This question is not too difficult, but be careful to consider a lot of edge cases.
Thought process:
- Loop through abbr
- If the character is a numeric value, keep track of the number (it can be 2 digits), also make sure that it is not a '0' value since it is invalid if it's a leading 0 numeric value.
- Increase the count/pointer as you iterate.

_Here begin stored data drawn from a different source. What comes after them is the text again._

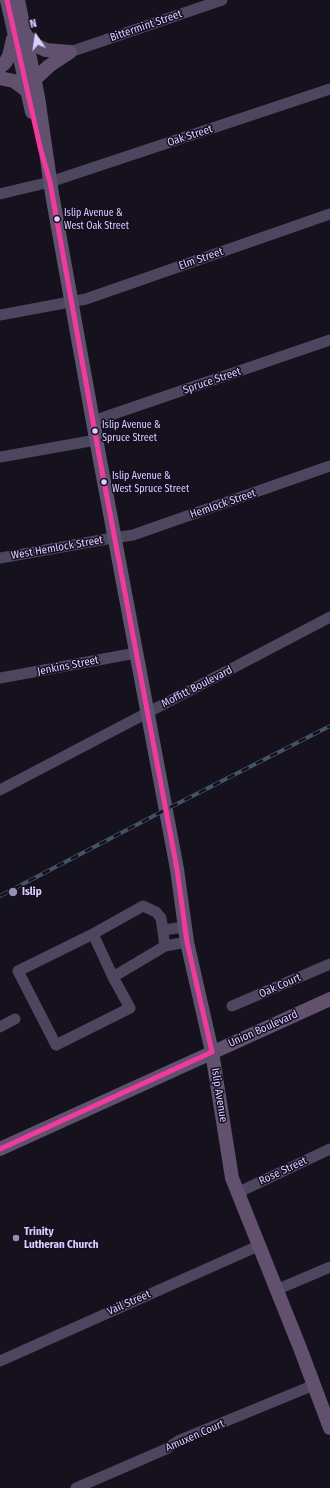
<!DOCTYPE html>
<style>
body{margin:0}
#map{position:relative;width:330px;height:1488px;overflow:hidden;background:#16121d;font-family:"Fira Sans Condensed",sans-serif}
canvas{display:block}
.north{position:absolute;left:16px;top:16px;width:40px;height:40px;-webkit-text-stroke:3px #140e22;paint-order:stroke;rotate:347deg;font-size:11px;font-weight:700;line-height:16px;text-align:center;color:#dbcfff}
.north::after{content:'';display:block;margin:auto;width:14px;height:18px;background:#dbcfff;clip-path:polygon(50% 0,100% 100%,50% 72%,0 100%)}
</style>
<div id="map">
<canvas width="330" height="1488"></canvas>
<div class="north">N</div>
</div>
<script>
const ctx = document.querySelector('canvas').getContext('2d');
ctx.lineJoin = 'round';
const toPath = rows => new Path2D(rows.map(r => 'M' + r).join(''));
function trace(path, color, width, dash) { ctx.strokeStyle = color; ctx.lineWidth = width; ctx.lineCap = dash ? 'butt' : 'round'; ctx.setLineDash(dash || []); ctx.stroke(path); }
function label(font, color, halo, rows, align = 'center') {
  ctx.font = font + ' "Fira Sans Condensed",sans-serif'; ctx.lineWidth = 3; ctx.setLineDash([]); ctx.textBaseline = 'middle'; ctx.strokeStyle = halo; ctx.fillStyle = color; for (const [text, x, y, turn = 0] of rows) {
    ctx.save(); ctx.translate(x, y); ctx.rotate((+turn || 0) * Math.PI / 180); ctx.textAlign = isNaN(turn) ? turn : align; if (halo) ctx.strokeText(text, 0, 0); ctx.fillText(text, 0, 0); ctx.restore();
  }
}
trace(toPath([
 [70,52,222,0],
 [0,194,50,182,330,89],
 [0,315,86,299,330,214],
 [93,421,330,340],
 [0,457,96,440],
 [0,558,107,539,133,535,330,466],
 [0,678,136,653],
 [0,790,330,617],
 [163,930,185,927],
 [93,934,113,977,130,1008,56,1045,18,971,93,934,143,906,156,912,161,918,165,946],
 [113,977,165,946,187,942],
 [232,1006,330,964],
 [0,1027,15,1019],
 [237,1193,330,1149],
 [276,1290,330,1267],
 [0,1361,258,1246],
 [76,1488,166,1449,180,1440,314,1385]
]), '#4c475e', 11);
trace(toPath([
 [7,0,32,112],
 [18,0,38,97,52,194,99,455,177,869,187,942,212,1052,232,1178,300,1348,330,1428],
 [26,36,37,46,46,50,70,52],
 [0,67,5,63,9,56,13,39],
 [0,78,14,81,27,91],
 [35,79,49,66,70,52],
 [0,1149,330,999]
]), '#61516f', 14);
const rail = toPath([
 [0,896,165,810,330,726]
]);
trace(rail, '#445468', 4);
trace(rail, '#140e22', 2.5, [8]);
trace(toPath([
 [7,0,40,147,50,182,99,455,177,869,187,942,212,1052],
 [0,1149,212,1052]
]), '#f13a9d', 5);
for (const [x, y, r, color] of [
 [57,219,3.5,"#dbcfff"],
 [95,431,3.5,"#dbcfff"],
 [104,482,3.5,"#dbcfff"],
 [13,892,5,"#968db0"],
 [16,1238,4,"#968db0"]
]) { const dot = new Path2D(); dot.arc(x, y, r, 0, 2 * Math.PI); ctx.fillStyle = color; ctx.fill(dot); trace(dot, '#140e22', 1.5); }
label('10px', '#dbcfff', '#140e22', [
 ["Islip Avenue &",64,213],
 ["West Oak Street",64,226],
 ["Islip Avenue &",102,425],
 ["Spruce Street",102,438],
 ["Islip Avenue &",112,476],
 ["West Spruce Street",112,489]
], 'left');
label('11px', '#dbcfff', '#140e22', [
 ["Bittermint Street",146,26,-19],
 ["Oak Street",190,136,-18],
 ["Elm Street",201,259,-19],
 ["Spruce Street",212,381,-19],
 ["Hemlock Street",223,504,-19],
 ["West Hemlock Street",57,548,-10],
 ["Jenkins Street",68,666,-11],
 ["Moffitt Boulevard",197,687,-27],
 ["Oak Court",280,986,-24],
 ["Union Boulevard",263,1029,-24],
 ["Islip Avenue",219,1095,81],
 ["Rose Street",283,1171,-25],
 ["Vail Street",129,1303,-24],
 ["Amuxen Court",195,1436,-24]
]);
label('bold 11px', '#dbcfff', '#140e22', [
 ["Islip",22,892],
 ["Trinity",24,1232],
 ["Lutheran Church",24,1245]
], 'left');
</script>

And for each character that is not a numeric value, check it against word.
- If the character at some point is not matching, you can return immediately.
- If towards the end, the abbr count (total length of abbr) is the same as word, they match.
Time Complexity: O(n)
Link: Valid Word Abbreviation
/**
* @param {string} word
* @param {string} abbr
* @return {boolean}
*/
var validWordAbbreviation = function(word, abbr) {
let aCount = 0;
let int = "";
for(let i =0;i<abbr.length;i++){
if(parseInt(int) == 0){
return false;
}
if(!isNaN(abbr[i]) && parseInt(int) != 0){
int += abbr[i];
}else{
if(int.length > 0){
aCount += parseInt(int);
int = "";
}
++aCount;
let idx = aCount -1;
if(word[idx] != abbr[i]){
console.log(word[idx]+ " " + abbr[i]);
return false;
}
}
if(abbr.length-1 == i) {
if(int.length > 0){
aCount += parseInt(int);
int = "";
}
}
}
return (aCount == word.length);
};